Wi-Fi security standards have evolved significantly since the late 1990s — from the completely broken WEP, through the interim WPA, to the widely deployed WPA2, and now to the modern WPA3. Each generation addressed weaknesses in its predecessor. Understanding what each standard does, why it was introduced, and what it protects against is a core CCNA wireless topic.
| Standard | Year | Encryption | Key Exchange | Status |
|---|---|---|---|---|
| WEP | 1999 | RC4 (stream cipher) | Static shared key | Broken — never use |
| WPA | 2003 | TKIP (RC4 with improvements) | PSK or 802.1X/EAP | Deprecated — avoid |
| WPA2 | 2004 | CCMP / AES-128 | PSK (4-way handshake) or 802.1X/EAP | Current standard |
| WPA3 | 2018 | CCMP / AES-128 or GCMP-256 | SAE (replaces PSK) or 802.1X/EAP-Suite-B | Recommended / modern |
Related pages: Wi-Fi Overview | 802.11 Standards | WPA / WPA2 / WPA3 Comparison | Wireless LAN Overview | Frequency & Channels | 802.1X Authentication | AAA Overview | AAA Local vs RADIUS | AAA Authentication Methods | Access Points & WLC | WLC SSID & VLAN Mapping Lab | Guest WLAN & WebAuth Lab | 802.1X Port Authentication Lab
2. WEP — Wired Equivalent Privacy (Broken)
WEP (Wired Equivalent Privacy) was the original IEEE 802.11 security standard, introduced in 1999 with the goal of providing privacy equivalent to a wired network. It uses the RC4 stream cipher with a 40-bit or 104-bit static shared key. Despite its name, WEP was fundamentally broken and is now completely insecure.
Why WEP Is Broken
WEP encryption weakness — IV reuse: WEP uses a 24-bit Initialization Vector (IV) prepended to the key: Effective key = IV (24 bits) + Static key (40 or 104 bits) Problem 1 — Short IV space: 24 bits = only 16,777,216 possible IV values. On a busy network, IVs repeat within minutes to hours. RC4 is mathematically vulnerable when the same IV + key is reused. Problem 2 — Static key: The same shared key is used by ALL clients on the network. If one client is compromised, all traffic is exposed. No per-user keys, no per-session keys. Problem 3 — Weak integrity (CRC-32): WEP uses CRC-32 for integrity — a checksum, not a cryptographic MAC. An attacker can flip bits in the ciphertext and update the CRC without knowing the key → bit-flipping attacks succeed. Result: WEP can be cracked in under 60 seconds using tools like aircrack-ng, regardless of key length (40-bit or 104-bit). Key length is irrelevant.

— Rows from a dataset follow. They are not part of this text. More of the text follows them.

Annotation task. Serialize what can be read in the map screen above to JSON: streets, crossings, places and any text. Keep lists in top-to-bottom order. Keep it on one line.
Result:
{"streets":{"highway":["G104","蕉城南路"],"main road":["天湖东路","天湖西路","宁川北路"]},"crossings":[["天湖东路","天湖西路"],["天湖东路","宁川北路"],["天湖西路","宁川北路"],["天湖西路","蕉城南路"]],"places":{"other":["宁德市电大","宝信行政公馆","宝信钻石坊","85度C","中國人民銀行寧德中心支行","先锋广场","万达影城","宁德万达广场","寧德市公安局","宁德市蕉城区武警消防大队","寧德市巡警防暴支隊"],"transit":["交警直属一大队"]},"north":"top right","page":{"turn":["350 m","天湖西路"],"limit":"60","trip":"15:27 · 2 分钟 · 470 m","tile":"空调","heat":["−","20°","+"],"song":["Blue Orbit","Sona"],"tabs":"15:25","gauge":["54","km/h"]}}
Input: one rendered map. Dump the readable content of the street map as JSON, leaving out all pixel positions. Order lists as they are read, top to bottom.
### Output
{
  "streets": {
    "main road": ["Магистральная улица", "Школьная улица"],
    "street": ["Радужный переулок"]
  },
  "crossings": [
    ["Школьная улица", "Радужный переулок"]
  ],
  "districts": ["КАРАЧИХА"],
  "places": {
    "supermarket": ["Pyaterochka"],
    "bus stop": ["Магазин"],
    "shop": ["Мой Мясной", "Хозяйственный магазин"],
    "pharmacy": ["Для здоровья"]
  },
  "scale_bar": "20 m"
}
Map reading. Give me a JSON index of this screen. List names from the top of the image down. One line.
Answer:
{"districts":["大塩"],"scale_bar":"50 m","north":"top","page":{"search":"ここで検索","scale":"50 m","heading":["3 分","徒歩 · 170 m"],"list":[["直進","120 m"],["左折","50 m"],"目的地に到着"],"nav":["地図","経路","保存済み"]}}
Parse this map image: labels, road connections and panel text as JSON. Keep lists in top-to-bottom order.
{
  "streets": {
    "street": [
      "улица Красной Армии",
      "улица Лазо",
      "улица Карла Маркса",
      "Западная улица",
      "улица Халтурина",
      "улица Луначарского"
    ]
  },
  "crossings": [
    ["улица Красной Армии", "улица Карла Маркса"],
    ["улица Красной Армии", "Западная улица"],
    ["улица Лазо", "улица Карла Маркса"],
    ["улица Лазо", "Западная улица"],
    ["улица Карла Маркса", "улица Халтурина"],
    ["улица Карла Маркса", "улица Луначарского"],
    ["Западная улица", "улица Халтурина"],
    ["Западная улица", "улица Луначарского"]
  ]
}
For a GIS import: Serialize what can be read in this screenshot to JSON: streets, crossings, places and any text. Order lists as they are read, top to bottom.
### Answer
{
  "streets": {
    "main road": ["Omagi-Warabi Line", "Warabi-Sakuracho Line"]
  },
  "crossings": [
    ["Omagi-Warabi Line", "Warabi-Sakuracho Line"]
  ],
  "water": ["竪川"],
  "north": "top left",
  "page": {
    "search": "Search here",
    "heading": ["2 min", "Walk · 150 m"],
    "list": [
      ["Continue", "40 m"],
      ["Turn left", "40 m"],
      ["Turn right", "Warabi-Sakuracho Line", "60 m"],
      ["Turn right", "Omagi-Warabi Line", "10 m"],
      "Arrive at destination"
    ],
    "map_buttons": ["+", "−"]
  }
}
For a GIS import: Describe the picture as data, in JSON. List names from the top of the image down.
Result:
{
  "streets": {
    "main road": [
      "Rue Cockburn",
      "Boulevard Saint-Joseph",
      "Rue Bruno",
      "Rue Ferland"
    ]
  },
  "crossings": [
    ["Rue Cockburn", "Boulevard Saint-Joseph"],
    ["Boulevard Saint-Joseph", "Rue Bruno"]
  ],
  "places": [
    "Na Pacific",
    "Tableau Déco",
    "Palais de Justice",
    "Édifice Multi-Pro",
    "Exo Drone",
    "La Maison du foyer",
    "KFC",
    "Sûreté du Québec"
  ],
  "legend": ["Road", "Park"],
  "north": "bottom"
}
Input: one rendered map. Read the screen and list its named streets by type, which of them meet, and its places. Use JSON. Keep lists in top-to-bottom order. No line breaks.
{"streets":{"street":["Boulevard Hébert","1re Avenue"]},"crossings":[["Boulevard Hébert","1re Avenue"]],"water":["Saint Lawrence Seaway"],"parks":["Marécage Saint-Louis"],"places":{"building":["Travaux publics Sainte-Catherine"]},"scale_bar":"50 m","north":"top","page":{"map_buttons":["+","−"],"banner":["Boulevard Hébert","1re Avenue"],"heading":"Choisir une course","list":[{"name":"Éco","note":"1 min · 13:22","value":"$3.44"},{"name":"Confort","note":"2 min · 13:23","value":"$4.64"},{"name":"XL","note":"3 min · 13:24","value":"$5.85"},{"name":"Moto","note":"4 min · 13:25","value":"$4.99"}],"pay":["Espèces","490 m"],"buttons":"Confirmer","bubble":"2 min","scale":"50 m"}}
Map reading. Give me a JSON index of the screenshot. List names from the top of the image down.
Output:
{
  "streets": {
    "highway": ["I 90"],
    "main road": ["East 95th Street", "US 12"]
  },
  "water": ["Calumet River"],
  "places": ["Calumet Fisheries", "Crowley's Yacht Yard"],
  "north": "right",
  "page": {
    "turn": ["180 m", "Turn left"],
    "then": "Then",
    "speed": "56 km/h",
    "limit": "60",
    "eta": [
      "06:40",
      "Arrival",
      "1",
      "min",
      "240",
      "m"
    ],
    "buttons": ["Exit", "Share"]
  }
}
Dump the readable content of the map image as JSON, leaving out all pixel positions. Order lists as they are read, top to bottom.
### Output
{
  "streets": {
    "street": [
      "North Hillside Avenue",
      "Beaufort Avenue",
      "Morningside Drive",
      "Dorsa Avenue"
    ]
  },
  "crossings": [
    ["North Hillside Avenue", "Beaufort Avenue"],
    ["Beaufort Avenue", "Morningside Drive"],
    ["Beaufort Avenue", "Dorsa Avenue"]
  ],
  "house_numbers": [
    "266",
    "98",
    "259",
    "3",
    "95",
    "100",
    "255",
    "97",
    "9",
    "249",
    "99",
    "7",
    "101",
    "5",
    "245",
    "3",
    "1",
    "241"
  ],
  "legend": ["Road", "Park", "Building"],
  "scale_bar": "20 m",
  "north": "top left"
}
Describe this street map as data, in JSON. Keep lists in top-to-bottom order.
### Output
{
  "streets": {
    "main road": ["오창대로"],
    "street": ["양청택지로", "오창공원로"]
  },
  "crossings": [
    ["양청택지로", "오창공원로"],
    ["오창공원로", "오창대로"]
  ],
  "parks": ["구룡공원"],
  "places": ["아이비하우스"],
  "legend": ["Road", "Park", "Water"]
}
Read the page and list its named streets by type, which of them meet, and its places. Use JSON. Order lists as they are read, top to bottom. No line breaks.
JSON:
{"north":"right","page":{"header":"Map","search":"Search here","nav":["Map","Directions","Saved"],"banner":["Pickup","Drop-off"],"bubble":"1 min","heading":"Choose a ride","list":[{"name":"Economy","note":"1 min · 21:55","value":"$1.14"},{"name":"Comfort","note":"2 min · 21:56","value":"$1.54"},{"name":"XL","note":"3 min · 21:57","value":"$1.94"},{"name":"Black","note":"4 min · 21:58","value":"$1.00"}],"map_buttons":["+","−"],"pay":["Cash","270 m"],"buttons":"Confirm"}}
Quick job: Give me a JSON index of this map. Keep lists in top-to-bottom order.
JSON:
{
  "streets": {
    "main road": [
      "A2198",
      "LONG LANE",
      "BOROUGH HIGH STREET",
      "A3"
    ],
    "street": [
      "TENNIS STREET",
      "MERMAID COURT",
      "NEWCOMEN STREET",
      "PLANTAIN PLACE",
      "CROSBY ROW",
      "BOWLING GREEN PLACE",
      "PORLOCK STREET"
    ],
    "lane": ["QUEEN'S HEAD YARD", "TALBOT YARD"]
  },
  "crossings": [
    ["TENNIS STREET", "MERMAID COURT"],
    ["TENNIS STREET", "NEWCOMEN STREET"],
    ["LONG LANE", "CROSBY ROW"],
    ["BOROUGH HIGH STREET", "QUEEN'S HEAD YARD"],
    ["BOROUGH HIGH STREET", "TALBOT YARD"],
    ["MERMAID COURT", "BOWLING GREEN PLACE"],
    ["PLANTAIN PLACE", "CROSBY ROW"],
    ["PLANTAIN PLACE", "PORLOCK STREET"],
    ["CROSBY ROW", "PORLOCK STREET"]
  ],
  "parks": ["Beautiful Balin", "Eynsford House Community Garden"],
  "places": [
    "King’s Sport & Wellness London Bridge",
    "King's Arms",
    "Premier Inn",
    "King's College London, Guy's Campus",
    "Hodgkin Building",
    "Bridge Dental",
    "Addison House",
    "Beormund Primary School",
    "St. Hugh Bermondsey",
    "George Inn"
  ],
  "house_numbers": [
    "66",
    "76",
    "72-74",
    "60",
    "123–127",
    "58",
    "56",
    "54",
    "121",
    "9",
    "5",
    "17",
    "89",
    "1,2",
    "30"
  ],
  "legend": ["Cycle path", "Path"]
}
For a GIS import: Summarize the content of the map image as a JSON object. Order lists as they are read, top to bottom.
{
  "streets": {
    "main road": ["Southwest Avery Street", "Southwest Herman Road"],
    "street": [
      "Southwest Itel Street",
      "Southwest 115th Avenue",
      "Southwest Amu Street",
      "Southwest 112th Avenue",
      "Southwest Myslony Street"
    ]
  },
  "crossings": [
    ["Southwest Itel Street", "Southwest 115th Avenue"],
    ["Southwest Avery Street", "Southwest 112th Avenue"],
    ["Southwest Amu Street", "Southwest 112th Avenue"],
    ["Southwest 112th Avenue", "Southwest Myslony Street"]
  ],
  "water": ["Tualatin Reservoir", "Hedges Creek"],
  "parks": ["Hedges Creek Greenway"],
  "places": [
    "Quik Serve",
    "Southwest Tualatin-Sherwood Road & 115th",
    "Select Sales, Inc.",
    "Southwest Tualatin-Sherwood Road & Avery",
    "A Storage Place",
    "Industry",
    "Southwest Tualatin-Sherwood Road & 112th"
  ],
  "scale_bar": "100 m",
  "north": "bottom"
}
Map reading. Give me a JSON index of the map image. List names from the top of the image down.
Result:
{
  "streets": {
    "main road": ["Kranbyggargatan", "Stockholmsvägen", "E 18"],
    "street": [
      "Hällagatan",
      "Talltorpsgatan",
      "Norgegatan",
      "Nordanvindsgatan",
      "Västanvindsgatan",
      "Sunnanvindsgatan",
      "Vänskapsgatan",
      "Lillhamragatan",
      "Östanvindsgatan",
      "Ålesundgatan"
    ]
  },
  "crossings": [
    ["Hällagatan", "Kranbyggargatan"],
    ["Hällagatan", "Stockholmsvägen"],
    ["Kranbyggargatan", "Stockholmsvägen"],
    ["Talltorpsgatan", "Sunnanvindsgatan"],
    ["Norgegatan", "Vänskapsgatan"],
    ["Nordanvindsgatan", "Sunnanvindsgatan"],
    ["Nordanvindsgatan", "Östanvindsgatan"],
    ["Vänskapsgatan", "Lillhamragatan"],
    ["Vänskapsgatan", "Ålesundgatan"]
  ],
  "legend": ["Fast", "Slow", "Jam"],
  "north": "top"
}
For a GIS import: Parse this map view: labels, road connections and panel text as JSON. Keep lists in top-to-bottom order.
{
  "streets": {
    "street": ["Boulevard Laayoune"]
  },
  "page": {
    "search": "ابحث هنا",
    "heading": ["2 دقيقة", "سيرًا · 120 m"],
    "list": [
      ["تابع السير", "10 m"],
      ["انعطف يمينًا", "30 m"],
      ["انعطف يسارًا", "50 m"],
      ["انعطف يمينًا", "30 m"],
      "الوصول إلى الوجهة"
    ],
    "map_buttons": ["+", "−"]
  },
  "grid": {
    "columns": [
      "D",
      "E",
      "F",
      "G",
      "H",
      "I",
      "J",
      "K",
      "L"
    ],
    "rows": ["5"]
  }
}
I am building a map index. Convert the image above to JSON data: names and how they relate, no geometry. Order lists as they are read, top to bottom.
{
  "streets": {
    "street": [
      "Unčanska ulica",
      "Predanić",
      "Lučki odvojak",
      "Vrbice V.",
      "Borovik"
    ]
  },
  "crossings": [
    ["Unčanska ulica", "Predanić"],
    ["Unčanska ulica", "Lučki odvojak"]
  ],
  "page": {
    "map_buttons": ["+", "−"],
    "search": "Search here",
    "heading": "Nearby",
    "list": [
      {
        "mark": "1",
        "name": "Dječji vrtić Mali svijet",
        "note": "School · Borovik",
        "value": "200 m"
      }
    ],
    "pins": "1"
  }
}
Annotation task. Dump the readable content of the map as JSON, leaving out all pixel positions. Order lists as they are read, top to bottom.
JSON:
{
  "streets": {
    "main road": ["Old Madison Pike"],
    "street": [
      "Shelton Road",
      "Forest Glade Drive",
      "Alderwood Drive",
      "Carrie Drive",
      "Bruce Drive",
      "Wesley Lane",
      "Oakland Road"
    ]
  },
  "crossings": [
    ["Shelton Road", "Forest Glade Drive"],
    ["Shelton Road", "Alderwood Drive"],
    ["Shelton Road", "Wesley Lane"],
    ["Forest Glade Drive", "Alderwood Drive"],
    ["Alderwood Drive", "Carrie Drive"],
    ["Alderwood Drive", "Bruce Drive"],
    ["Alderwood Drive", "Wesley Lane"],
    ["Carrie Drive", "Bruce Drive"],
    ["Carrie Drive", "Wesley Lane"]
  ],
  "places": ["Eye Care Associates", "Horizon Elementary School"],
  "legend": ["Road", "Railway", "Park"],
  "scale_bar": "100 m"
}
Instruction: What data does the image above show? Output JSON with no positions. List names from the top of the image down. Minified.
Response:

3. WPA — Wi-Fi Protected Access (Transitional)
WPA (Wi-Fi Protected Access) was introduced in 2003 as an emergency interim fix for WEP's fatal flaws, while IEEE 802.11i (which became WPA2) was still being finalised. WPA was designed to run on existing WEP hardware via a firmware update — a significant constraint that limited how much it could improve security.
WPA Improvements Over WEP
| Feature | WEP | WPA |
|---|---|---|
| Encryption cipher | RC4 (static IV) | TKIP — RC4 with per-packet key mixing and extended IV (48 bits) |
| IV length | 24 bits (reuse within minutes) | 48 bits (2⁴⁸ ≈ 281 trillion — IV reuse effectively eliminated) |
| Integrity check | CRC-32 (not cryptographic) | MIC — Message Integrity Check (Michael) — cryptographic |
| Key management | Static shared key for all clients | Per-session keys derived from PSK or 802.1X via 4-way handshake |
| Authentication | Shared key only | PSK (Pre-Shared Key) or 802.1X/EAP |
WPA Limitations
WPA's TKIP is still based on RC4, which is a weak cipher by modern standards. TKIP was later found to have vulnerabilities (including the TKIP MIC failure attack). WPA is deprecated and should not be used in new deployments. WPA2 replaced it in 2004.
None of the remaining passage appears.